WHAT THE TASK REQUIRES:
Your copy should hold every record verbatim and none of the pictures.

[Collected data entries]
========
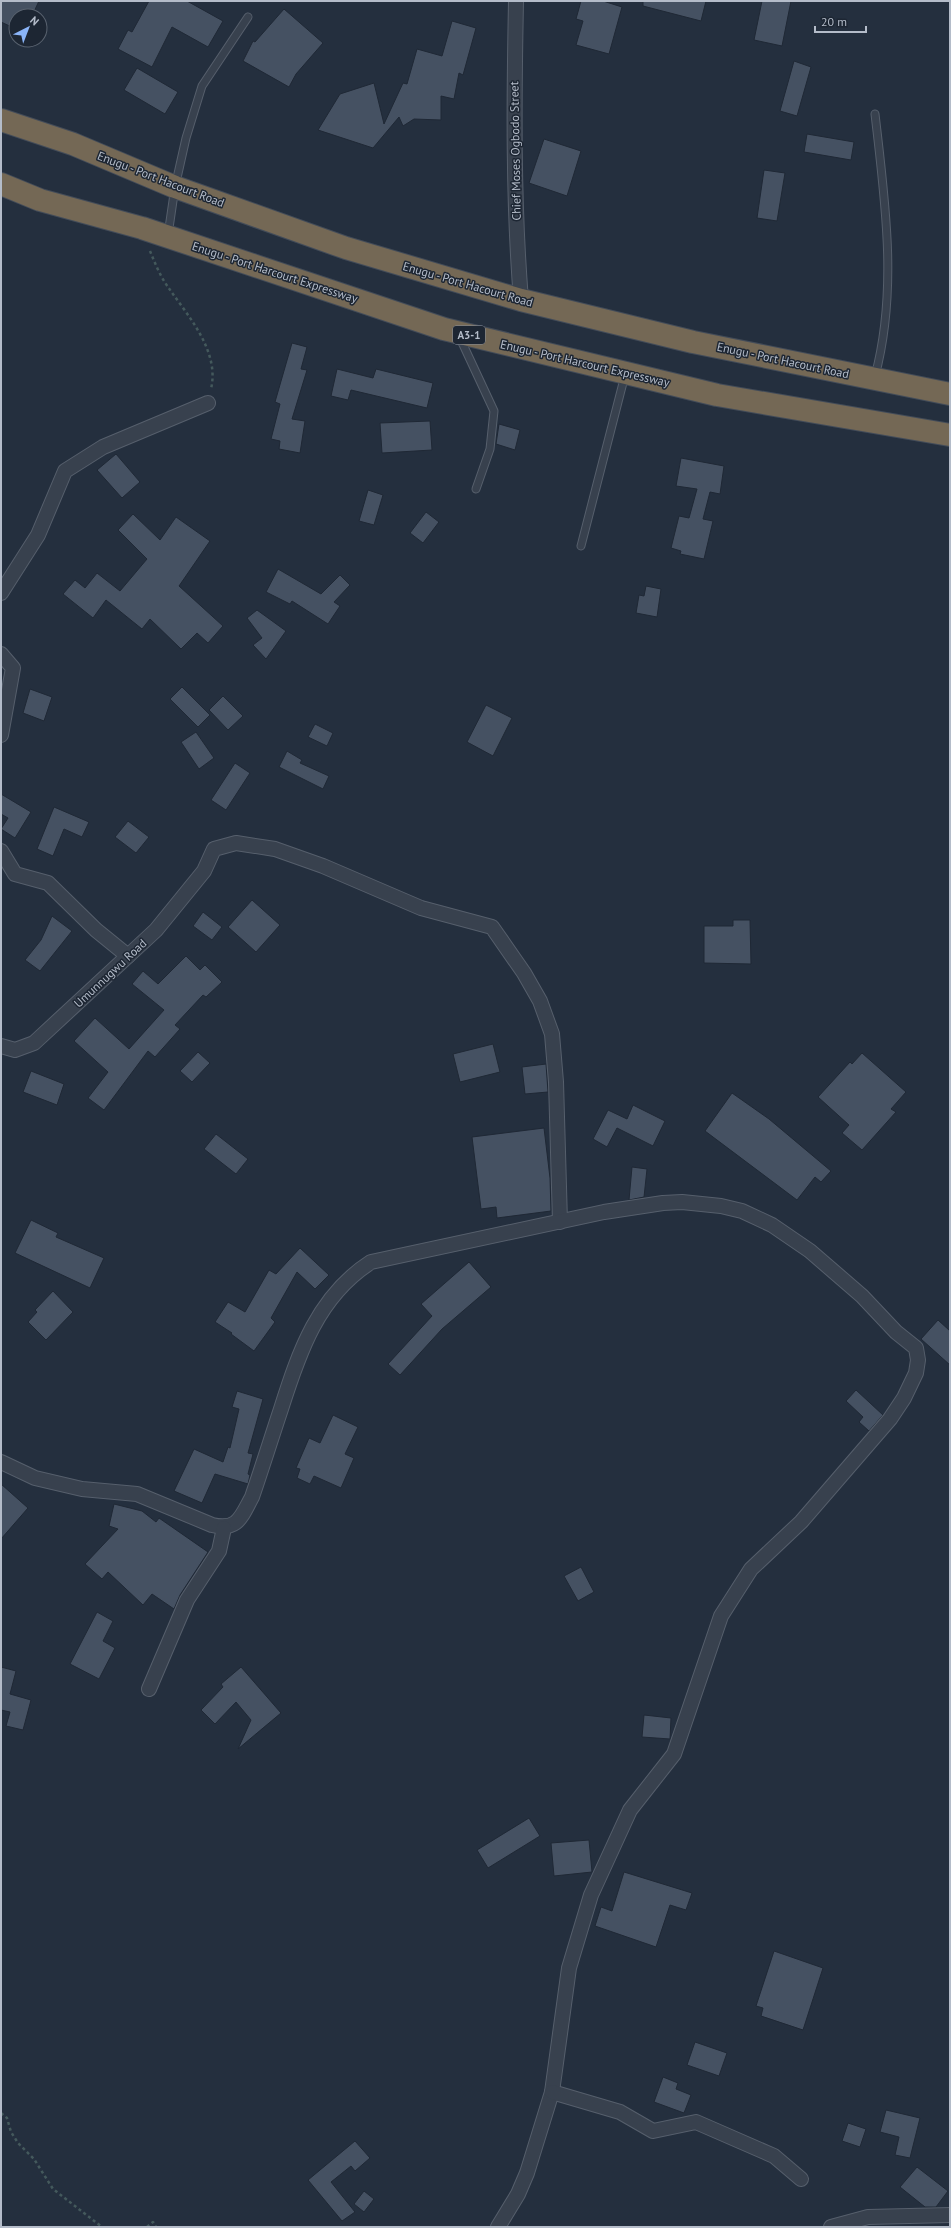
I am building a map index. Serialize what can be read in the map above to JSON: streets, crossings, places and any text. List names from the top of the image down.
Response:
{
  "streets": {
    "highway": ["Enugu - Port Hacourt Road", "Enugu - Port Harcourt Expressway", "A3-1"],
    "street": ["Chief Moses Ogbodo Street", "Umunnugwu Road"]
  },
  "crossings": [
    ["Chief Moses Ogbodo Street", "Enugu - Port Hacourt Road"]
  ],
  "scale_bar": "20 m",
  "north": "top right"
}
========
RESPONSE:
I am building a map index. Serialize what can be read in the map above to JSON: streets, crossings, places and any text. List names from the top of the image down.
Response:
{
  "streets": {
    "highway": ["Enugu - Port Hacourt Road", "Enugu - Port Harcourt Expressway", "A3-1"],
    "street": ["Chief Moses Ogbodo Street", "Umunnugwu Road"]
  },
  "crossings": [
    ["Chief Moses Ogbodo Street", "Enugu - Port Hacourt Road"]
  ],
  "scale_bar": "20 m",
  "north": "top right"
}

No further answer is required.